Actor Michael K. Williams, best known for his role as Omar Little on HBO’s “The Wire,” has died at the age of 54.
“It is with deep sorrow that the family announces the passing of Emmy-nominated actor Michael Kenneth Williams,” a representative for Williams told The Hollywood Reporter. “They ask for your privacy while grieving this unsurmountable loss.”
Williams was found dead in his Brooklyn apartment at about 2 p.m. Monday, a New York Police Department spokesperson told HuffPost. The cause of death is under investigation.
At the time of his death, Williams was in the running for a 2021 Emmy Award for Outstanding Supporting Actor in a drama series for his role as Montrose Freeman in HBO’s “Lovecraft Country.” The prolific and acclaimed actor previously received three Emmy nominations for Outstanding Supporting Actor in a Limited Series or Movie for “Bessie,” “The Night Of” and “When They See Us.”

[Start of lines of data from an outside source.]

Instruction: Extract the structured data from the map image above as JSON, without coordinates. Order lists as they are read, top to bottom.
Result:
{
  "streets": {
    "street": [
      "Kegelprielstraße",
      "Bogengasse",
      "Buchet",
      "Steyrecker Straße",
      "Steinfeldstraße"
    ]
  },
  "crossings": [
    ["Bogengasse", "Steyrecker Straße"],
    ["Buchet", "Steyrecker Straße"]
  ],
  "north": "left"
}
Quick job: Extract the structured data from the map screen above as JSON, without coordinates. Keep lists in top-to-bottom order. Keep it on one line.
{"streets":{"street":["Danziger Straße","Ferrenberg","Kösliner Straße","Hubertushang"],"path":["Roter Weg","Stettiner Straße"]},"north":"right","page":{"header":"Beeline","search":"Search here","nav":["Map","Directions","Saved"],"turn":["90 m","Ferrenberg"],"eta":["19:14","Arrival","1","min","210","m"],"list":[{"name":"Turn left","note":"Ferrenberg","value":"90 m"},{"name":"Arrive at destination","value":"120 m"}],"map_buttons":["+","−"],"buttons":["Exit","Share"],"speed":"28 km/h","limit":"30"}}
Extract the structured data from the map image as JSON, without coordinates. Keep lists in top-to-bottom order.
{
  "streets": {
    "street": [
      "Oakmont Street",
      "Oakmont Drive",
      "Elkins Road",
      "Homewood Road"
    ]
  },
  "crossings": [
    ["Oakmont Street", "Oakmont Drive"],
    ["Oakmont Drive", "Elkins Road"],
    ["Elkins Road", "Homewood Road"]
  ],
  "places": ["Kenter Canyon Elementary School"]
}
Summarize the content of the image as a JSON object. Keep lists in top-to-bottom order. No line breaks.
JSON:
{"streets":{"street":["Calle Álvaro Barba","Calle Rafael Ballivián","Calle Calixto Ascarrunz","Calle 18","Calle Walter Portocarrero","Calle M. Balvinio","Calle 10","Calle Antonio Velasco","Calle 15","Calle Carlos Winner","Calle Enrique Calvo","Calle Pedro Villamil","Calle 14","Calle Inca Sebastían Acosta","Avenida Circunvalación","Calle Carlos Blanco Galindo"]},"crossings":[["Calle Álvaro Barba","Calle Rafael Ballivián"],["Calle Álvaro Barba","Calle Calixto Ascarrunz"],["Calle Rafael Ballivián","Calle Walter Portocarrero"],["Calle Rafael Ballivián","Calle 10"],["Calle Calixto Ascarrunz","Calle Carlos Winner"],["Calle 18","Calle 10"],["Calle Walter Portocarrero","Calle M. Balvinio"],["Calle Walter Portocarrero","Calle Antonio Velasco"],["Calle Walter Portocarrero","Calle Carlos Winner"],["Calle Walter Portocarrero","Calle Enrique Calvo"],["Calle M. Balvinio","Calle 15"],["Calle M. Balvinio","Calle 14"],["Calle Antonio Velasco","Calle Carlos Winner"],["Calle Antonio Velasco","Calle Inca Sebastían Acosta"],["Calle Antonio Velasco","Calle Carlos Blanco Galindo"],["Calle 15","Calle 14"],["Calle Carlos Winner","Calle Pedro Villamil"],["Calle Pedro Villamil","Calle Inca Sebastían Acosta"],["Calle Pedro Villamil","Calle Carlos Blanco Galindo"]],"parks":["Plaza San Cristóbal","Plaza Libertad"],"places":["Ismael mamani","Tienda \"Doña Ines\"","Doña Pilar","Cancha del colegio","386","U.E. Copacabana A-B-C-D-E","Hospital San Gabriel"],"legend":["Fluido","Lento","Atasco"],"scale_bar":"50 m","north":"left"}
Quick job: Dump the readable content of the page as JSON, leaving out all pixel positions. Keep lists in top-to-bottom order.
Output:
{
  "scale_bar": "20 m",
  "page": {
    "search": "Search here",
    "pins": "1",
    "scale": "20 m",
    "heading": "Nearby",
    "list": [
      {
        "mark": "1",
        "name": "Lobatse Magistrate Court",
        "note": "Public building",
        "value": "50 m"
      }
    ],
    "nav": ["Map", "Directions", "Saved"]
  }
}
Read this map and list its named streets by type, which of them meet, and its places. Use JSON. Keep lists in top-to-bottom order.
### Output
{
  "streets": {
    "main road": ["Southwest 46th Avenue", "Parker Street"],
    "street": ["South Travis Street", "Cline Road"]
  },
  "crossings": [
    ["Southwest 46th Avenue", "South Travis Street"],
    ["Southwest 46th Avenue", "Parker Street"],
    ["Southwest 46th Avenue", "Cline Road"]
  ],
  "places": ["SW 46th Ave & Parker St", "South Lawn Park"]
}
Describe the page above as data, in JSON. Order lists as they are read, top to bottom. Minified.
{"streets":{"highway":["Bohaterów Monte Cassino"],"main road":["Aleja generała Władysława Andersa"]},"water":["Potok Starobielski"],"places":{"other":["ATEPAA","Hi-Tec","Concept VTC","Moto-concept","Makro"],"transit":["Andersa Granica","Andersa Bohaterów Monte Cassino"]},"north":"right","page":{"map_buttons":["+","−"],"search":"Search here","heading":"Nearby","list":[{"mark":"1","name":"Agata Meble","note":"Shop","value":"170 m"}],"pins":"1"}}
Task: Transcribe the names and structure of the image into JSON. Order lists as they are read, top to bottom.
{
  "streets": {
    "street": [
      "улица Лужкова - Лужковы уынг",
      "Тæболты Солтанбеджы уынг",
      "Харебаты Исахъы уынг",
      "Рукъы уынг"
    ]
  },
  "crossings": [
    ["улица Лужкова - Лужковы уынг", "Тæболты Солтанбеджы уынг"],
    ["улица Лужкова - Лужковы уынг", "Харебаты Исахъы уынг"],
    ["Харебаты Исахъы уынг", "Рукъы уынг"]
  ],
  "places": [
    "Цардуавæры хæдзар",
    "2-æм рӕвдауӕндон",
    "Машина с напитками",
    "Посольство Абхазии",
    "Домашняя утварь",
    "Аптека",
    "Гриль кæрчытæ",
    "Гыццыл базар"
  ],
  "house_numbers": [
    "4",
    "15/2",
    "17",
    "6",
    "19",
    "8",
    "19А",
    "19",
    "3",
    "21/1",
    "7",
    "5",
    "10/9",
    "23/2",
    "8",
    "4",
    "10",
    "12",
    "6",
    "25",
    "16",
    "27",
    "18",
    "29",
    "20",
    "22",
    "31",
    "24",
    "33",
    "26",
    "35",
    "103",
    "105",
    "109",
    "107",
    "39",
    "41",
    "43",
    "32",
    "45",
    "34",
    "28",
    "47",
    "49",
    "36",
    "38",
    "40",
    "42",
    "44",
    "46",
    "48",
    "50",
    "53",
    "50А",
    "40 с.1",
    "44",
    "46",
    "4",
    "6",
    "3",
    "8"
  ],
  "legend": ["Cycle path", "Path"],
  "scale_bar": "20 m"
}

The Brooklyn-born Williams began his career as a professional dancer in his early 20s, appearing in dozens of music videos and touring with artists such as George Michael and Madonna before breaking into the acting world with early roles that included playing Tupac Shakur’s brother in the 1996 movie “Bullet.”
When “The Wire” began airing in 2002, Williams’s portrayal of Omar Little ― a gay Baltimore stickup man who stole from drug dealers and gave the money to the poor ― launched him to fame as a fan favorite on the celebrated series.
Williams would later reveal that he was experiencing cocaine addiction struggles while working on the show.
“I was playing with fire,” he told NJ.com in a 2012 interview. “It was just a matter of time before I got caught and my business ended up on the cover of a tabloid or I went to jail or, worse, I ended up dead.”
He added that he was sharing his story when he did because “Obviously, God saved me for a purpose. So, I decided to get clean and then come clean. I’m hoping I can reach that one person.”
Tributes from fans, former co-stars and fellow members of the entertainment industry poured in to commemorate Williams’s legacy.